Prompt Perturbations Reveal Human-Like Biases in Large Language Model Survey Responses
Jens Rupprecht, Georg Ahnert, Markus Strohmaier
TL;DR
The paper addresses the reliability of large language models as proxies for human survey respondents by systematically perturbing both questions and answer options in World Values Survey items and evaluating nine LLMs across 167,400 interviews. Using metrics like $D_{KL}$ divergence and entropy, it demonstrates that larger models generally exhibit greater robustness but remain vulnerable to semantic perturbations and multi-perturbation interactions, with a pervasive recency bias toward the last presented option. The study also reveals human-like biases such as recency effects, context-dependent central tendency, and variable priming responses across models, highlighting the importance of prompt design and robustness checks when generating synthetic survey data.
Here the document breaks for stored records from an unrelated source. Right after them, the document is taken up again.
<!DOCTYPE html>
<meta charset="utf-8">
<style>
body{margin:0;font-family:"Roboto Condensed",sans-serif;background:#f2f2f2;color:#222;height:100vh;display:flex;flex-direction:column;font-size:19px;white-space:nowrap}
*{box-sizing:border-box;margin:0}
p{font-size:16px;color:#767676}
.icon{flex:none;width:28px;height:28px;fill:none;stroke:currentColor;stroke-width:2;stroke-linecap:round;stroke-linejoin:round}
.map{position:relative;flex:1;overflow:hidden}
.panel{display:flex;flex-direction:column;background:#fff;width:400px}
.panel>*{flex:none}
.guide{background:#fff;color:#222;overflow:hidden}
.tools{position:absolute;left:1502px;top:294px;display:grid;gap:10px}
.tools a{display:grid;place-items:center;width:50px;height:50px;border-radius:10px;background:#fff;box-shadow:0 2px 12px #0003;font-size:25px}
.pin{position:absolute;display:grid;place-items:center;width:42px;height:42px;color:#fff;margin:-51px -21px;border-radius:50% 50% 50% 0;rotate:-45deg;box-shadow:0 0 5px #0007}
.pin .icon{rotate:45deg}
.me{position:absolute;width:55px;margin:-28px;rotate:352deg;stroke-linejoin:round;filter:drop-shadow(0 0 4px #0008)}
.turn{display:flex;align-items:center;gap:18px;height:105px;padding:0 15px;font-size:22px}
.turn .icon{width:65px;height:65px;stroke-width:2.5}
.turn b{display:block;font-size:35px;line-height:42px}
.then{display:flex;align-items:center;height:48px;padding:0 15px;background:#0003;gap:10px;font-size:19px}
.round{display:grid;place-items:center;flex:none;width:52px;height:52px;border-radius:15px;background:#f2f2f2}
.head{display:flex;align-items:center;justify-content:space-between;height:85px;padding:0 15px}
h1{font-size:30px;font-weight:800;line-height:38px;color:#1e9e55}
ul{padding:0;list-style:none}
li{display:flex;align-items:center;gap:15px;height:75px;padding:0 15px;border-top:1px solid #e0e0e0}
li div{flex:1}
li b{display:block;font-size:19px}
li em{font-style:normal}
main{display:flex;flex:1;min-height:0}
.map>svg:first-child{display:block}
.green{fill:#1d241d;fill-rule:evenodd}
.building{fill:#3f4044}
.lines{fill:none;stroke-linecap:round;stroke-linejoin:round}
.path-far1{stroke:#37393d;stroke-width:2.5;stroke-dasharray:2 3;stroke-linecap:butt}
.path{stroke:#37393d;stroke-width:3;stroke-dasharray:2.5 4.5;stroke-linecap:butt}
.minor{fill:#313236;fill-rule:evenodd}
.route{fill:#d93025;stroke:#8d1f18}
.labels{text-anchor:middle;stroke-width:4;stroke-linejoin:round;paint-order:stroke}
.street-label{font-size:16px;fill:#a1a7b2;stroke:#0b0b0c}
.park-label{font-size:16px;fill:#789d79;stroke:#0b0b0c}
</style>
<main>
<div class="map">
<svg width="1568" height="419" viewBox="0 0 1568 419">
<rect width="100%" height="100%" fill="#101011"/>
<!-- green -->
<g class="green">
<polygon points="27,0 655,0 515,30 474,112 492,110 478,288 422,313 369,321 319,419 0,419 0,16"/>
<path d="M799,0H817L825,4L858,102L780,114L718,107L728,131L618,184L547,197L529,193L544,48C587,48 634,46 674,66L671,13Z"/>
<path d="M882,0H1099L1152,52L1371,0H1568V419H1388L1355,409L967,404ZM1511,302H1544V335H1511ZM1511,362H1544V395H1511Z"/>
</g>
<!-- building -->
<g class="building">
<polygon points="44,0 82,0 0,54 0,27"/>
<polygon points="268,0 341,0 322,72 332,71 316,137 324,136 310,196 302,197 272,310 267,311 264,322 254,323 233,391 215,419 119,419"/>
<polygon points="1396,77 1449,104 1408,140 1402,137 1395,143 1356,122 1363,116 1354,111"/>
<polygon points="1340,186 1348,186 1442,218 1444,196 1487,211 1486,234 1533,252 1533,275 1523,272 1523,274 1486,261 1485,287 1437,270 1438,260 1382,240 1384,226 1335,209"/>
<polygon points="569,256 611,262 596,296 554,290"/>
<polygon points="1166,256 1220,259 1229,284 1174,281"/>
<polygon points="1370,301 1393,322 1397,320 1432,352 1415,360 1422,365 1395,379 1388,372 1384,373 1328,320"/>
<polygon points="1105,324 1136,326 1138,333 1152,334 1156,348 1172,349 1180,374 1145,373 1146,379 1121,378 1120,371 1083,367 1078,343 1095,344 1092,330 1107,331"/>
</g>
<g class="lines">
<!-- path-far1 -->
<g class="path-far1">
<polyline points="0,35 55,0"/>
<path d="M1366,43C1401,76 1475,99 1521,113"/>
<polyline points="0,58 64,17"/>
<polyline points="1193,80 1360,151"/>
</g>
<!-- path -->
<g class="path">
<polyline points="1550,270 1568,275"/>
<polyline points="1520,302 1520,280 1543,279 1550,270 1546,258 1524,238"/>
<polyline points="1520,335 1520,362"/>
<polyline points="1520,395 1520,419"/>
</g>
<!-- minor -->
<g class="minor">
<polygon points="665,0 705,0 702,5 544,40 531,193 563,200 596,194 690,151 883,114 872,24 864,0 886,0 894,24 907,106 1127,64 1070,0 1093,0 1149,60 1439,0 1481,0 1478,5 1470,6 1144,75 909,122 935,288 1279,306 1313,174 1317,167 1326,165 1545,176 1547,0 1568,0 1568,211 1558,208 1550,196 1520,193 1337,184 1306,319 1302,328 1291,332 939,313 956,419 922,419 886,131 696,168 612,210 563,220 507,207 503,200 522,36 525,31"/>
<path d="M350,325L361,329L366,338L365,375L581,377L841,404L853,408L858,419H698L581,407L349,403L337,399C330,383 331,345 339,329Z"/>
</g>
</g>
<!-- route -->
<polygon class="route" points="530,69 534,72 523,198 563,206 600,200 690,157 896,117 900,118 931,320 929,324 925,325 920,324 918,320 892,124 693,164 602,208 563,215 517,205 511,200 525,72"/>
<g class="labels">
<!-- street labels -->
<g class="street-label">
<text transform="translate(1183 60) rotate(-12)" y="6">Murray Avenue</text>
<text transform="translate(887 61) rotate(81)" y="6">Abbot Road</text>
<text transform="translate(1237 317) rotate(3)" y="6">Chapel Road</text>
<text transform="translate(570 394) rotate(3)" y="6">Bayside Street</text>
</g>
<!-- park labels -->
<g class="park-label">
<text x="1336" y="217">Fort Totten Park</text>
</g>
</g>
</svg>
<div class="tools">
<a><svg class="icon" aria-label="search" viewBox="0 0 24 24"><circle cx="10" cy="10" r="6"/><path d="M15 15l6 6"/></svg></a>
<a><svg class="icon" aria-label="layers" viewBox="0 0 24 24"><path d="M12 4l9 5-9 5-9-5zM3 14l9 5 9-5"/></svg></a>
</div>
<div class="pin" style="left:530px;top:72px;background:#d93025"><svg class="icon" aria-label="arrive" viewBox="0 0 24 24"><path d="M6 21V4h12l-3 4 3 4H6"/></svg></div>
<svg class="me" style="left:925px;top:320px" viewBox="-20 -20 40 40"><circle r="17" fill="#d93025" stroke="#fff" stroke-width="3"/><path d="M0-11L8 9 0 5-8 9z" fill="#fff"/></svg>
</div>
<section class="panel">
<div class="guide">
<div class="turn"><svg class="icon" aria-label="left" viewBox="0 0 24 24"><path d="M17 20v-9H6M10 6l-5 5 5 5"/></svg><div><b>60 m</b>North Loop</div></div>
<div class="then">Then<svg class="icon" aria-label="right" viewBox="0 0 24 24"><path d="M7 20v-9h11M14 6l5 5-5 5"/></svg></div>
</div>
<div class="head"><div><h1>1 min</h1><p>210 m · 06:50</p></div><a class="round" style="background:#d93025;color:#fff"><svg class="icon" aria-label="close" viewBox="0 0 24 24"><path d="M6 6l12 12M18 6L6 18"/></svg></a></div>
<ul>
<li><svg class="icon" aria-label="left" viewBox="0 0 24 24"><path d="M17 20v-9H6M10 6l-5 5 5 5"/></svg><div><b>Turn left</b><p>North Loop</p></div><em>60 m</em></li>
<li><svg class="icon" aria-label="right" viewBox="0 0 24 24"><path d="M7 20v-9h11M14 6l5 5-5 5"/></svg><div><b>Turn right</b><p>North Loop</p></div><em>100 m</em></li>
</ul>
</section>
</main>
Practically, the results inform recommended practices for model selection, scale design, and prompt strategies to improve reliability and interpretability of synthetic survey outputs, and it provides a perturbation framework and dataset for ongoing benchmarking.
Abstract
Large Language Models (LLMs) are increasingly used as proxies for human subjects in social science surveys, but their reliability and susceptibility to known human-like response biases, such as central tendency, opinion floating and primacy bias are poorly understood. This work investigates the response robustness of LLMs in normative survey contexts, we test nine LLMs on questions from the World Values Survey (WVS), applying a comprehensive set of ten perturbations to both question phrasing and answer option structure, resulting in over 167,000 simulated survey interviews. In doing so, we not only reveal LLMs' vulnerabilities to perturbations but also show that all tested models exhibit a consistent recency bias, disproportionately favoring the last-presented answer option. While larger models are generally more robust, all models remain sensitive to semantic variations like paraphrasing and to combined perturbations. This underscores the critical importance of prompt design and robustness testing when using LLMs to generate synthetic survey data.